* **YOUR INSTRUCTIONS**
Look through the records below, and copy out every line that holds the string "Give".

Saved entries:

◆ ◆ ◆

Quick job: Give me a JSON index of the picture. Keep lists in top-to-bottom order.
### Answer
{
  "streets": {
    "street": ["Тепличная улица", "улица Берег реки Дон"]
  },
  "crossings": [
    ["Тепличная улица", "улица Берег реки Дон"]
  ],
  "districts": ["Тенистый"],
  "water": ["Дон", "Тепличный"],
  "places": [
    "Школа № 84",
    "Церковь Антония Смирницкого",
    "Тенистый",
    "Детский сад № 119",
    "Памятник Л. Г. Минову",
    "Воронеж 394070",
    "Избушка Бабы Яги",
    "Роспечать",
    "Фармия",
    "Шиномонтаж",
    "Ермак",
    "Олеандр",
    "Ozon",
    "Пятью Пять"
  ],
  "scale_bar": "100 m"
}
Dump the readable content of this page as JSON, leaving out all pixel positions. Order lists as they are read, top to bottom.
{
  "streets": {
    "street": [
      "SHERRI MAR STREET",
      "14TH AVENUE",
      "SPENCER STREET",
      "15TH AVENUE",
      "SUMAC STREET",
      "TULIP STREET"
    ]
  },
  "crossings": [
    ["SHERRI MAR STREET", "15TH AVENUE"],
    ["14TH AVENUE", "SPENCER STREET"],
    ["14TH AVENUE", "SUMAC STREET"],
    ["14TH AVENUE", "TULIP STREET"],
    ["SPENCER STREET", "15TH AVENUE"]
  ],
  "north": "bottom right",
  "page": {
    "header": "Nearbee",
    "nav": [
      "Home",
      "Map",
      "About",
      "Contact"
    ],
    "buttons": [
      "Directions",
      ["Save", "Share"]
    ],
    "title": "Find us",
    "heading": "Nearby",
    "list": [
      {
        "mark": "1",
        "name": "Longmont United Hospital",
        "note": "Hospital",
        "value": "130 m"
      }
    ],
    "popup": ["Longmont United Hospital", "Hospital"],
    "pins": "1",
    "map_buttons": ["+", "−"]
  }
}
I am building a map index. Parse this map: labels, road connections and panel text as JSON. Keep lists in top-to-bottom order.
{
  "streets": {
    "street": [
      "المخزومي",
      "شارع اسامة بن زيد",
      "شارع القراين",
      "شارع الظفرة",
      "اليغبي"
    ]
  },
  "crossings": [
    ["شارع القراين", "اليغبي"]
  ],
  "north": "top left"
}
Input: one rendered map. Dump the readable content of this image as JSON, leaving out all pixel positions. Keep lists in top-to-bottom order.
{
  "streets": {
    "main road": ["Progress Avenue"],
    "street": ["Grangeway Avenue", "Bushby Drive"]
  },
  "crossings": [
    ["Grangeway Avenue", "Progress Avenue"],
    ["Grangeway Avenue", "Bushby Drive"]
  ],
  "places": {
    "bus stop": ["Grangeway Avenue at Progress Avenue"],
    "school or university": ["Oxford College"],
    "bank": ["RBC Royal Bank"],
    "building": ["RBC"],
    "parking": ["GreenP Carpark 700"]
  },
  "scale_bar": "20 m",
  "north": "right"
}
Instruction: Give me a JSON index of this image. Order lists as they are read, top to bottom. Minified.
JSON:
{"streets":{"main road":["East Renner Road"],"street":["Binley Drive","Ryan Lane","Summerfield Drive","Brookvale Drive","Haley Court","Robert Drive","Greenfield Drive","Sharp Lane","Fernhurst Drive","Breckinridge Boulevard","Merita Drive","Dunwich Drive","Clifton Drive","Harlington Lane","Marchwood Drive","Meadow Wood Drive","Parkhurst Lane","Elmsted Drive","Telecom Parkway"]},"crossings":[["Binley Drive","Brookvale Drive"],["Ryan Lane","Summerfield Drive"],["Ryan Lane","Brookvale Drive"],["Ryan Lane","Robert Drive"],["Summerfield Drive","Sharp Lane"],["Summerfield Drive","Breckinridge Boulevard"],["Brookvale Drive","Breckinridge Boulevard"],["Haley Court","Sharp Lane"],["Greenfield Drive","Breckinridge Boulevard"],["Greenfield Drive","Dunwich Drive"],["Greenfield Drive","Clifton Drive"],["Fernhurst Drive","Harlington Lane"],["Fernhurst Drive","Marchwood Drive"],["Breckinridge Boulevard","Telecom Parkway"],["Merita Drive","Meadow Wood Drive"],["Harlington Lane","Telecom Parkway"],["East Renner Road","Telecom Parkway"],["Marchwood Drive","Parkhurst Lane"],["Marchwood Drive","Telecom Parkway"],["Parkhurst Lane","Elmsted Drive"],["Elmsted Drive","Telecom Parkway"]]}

◆ ◆ ◆

* **TASK ANSWER**
Quick job: Give me a JSON index of the picture. Keep lists in top-to-bottom order.
Instruction: Give me a JSON index of this image. Order lists as they are read, top to bottom. Minified.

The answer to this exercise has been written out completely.